[Task to carry out]
Where the records hold the string "inset", show the whole line it sits on.

[Provided material]

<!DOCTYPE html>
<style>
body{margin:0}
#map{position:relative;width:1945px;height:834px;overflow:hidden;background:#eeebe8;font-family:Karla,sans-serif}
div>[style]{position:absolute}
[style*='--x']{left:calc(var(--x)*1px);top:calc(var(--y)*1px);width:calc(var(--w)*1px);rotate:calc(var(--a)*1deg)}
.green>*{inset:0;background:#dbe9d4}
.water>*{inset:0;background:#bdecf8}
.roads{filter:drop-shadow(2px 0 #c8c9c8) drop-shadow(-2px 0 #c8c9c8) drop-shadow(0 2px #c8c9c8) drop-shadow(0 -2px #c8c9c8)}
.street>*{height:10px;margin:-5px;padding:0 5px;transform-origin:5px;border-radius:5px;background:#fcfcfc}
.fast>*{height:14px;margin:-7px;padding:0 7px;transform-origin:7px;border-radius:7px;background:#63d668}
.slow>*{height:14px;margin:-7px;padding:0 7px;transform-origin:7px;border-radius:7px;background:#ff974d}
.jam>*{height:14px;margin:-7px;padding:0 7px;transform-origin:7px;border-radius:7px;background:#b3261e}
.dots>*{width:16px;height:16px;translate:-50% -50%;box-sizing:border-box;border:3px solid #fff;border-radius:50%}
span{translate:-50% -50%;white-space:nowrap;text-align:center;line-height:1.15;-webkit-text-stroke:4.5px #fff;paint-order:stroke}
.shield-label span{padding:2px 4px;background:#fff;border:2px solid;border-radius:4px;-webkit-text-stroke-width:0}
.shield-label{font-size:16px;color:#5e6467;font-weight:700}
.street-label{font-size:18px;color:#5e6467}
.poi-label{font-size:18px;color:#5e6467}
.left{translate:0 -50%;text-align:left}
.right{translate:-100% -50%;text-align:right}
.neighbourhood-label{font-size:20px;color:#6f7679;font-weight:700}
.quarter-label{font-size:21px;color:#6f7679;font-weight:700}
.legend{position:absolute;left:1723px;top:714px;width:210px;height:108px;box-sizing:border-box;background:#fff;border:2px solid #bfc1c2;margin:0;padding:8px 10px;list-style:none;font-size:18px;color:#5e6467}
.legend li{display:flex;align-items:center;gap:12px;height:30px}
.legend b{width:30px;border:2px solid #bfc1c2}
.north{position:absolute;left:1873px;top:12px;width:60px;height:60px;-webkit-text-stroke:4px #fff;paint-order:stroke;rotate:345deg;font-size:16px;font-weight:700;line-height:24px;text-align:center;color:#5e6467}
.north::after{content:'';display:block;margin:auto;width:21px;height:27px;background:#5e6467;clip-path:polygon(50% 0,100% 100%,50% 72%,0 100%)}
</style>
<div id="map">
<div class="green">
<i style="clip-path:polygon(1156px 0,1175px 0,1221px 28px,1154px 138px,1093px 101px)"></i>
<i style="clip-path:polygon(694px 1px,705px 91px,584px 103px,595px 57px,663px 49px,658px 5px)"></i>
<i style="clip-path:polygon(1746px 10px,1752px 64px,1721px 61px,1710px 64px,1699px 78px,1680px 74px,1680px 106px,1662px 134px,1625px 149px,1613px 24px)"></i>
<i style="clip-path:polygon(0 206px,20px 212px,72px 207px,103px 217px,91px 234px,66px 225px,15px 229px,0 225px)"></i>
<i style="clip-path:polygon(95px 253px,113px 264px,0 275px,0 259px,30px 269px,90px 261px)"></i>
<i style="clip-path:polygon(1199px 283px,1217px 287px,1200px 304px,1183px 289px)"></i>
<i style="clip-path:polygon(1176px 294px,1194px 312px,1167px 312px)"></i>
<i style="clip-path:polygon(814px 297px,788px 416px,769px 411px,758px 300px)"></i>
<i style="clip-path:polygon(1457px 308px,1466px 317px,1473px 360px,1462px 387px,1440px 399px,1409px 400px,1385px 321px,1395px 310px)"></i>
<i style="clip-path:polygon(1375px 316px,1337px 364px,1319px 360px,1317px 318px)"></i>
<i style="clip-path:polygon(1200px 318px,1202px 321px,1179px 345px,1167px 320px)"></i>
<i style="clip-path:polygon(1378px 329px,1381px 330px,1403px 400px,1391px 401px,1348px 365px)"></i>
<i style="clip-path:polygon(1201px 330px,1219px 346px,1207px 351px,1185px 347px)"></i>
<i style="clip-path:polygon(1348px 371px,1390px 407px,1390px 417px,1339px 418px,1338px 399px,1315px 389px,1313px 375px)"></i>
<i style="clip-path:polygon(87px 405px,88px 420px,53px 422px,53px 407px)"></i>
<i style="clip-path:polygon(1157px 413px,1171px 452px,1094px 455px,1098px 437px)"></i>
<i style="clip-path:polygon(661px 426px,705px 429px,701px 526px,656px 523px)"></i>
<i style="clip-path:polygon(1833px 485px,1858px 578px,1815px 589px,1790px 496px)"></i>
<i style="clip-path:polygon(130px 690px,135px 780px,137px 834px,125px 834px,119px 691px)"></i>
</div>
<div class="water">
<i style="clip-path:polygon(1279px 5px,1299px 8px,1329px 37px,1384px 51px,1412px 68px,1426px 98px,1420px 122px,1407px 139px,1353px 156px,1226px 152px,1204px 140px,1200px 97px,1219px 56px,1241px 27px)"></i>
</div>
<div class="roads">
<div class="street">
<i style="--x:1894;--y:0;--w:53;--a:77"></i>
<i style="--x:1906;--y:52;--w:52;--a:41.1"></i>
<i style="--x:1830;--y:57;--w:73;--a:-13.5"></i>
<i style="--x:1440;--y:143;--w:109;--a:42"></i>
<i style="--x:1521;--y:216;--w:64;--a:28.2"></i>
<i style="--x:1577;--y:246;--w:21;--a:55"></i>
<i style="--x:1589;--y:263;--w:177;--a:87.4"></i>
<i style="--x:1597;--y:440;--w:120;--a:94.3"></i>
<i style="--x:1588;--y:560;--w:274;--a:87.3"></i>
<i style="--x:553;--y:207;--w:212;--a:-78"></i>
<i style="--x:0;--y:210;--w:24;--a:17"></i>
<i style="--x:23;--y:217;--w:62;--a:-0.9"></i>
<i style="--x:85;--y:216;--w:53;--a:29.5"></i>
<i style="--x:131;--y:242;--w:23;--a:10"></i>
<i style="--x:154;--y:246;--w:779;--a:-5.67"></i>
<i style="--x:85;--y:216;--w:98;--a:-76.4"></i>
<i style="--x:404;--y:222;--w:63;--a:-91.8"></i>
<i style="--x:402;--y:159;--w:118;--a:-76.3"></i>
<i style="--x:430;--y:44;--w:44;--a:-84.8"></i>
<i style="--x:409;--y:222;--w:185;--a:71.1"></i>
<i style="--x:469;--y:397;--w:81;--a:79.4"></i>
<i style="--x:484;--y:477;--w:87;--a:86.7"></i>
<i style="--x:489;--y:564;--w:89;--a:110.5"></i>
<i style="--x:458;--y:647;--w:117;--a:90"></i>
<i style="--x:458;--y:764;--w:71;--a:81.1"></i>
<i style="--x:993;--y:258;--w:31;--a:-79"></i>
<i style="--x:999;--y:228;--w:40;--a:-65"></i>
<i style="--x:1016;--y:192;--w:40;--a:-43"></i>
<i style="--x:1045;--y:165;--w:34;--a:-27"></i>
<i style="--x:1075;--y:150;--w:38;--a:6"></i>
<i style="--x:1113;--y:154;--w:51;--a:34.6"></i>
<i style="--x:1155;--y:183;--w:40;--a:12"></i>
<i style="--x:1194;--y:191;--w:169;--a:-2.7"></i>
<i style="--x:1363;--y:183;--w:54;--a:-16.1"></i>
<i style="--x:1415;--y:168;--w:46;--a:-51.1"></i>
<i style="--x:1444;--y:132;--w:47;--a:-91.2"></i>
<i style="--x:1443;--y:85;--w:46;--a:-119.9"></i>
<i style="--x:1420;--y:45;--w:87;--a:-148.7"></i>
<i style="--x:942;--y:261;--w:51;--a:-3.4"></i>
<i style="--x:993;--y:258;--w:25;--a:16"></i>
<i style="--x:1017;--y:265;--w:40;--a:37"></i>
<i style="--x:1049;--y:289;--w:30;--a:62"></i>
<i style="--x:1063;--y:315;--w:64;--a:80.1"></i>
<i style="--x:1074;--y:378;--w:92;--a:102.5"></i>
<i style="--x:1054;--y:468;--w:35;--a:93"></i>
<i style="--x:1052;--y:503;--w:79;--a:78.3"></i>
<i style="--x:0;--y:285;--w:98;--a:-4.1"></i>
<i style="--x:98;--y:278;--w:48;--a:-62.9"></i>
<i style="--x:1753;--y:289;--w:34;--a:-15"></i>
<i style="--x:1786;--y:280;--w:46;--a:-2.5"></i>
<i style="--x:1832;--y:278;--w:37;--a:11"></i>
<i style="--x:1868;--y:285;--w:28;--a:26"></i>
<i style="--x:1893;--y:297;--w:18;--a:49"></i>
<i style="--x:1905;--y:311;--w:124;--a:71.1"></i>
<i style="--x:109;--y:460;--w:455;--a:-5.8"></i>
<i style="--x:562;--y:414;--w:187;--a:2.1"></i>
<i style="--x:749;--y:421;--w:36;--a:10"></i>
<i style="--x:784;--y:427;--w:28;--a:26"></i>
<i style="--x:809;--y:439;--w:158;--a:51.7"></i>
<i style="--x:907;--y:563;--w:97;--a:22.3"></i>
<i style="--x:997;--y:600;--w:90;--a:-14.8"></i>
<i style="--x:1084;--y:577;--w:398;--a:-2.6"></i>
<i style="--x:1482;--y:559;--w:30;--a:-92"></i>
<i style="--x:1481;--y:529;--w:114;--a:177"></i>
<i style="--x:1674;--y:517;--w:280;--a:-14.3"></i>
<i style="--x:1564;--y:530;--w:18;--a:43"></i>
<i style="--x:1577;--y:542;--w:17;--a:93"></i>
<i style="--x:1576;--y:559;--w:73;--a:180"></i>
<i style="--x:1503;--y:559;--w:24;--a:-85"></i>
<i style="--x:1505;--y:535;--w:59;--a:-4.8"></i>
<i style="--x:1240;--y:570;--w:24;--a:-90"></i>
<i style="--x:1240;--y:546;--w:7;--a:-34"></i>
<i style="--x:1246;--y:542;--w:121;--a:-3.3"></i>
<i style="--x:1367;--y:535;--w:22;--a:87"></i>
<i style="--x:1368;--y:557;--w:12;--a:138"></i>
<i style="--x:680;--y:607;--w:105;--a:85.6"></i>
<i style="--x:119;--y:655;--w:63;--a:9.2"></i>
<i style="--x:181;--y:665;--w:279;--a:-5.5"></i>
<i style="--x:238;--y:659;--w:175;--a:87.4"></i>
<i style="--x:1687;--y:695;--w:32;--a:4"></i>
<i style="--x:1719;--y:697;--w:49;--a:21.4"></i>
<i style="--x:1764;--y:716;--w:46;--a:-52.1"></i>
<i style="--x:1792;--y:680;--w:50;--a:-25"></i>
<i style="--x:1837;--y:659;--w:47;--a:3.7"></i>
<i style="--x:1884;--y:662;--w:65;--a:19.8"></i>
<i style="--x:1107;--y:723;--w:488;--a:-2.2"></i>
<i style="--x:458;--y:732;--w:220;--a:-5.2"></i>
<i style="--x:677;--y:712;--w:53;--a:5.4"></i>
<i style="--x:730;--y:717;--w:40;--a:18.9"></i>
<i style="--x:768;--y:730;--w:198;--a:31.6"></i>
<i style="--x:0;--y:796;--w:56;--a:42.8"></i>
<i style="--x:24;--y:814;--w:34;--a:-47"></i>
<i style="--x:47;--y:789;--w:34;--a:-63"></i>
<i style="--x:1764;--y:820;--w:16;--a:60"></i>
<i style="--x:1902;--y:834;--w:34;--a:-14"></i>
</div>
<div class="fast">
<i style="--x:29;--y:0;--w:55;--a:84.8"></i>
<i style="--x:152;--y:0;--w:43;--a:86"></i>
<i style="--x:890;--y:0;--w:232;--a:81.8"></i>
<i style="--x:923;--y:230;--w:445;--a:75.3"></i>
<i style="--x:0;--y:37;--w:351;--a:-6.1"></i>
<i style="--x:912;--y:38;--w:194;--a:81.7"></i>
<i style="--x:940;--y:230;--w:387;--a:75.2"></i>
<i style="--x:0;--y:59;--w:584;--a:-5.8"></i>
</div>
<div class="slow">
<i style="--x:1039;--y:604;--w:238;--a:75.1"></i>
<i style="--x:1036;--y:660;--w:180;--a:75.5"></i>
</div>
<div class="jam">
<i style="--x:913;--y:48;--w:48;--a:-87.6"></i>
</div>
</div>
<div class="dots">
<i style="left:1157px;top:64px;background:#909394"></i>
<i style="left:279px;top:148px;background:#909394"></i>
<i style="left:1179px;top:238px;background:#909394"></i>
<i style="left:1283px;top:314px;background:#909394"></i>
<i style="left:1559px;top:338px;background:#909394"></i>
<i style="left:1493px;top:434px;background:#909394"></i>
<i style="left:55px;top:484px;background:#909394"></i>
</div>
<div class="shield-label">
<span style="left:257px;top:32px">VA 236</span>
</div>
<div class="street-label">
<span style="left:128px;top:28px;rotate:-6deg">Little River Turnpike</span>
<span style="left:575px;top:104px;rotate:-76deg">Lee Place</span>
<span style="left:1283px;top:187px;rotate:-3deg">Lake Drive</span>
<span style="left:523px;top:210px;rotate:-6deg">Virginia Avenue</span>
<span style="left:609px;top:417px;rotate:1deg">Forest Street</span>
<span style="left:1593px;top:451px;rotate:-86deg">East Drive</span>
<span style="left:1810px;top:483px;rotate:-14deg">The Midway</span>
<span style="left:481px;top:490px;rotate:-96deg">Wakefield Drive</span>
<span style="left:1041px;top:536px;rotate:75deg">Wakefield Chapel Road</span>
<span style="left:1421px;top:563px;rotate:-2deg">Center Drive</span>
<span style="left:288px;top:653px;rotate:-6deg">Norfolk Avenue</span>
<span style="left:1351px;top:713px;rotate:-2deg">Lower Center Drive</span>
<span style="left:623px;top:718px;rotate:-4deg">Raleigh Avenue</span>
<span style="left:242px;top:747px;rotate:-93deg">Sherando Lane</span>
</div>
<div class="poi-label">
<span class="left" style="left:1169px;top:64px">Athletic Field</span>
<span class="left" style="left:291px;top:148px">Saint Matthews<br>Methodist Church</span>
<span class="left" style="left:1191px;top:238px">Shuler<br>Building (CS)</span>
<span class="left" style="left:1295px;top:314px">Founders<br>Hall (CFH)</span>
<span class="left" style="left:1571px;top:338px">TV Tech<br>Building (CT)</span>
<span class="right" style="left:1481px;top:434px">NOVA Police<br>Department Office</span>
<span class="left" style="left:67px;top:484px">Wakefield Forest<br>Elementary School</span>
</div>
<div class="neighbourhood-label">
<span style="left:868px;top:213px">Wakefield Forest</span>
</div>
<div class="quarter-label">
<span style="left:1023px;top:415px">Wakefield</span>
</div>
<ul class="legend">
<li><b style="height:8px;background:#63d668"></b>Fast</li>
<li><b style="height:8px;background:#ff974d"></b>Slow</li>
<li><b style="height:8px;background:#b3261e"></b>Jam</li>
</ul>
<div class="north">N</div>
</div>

[Task solution]
.green>*{inset:0;background:#dbe9d4}
.water>*{inset:0;background:#bdecf8}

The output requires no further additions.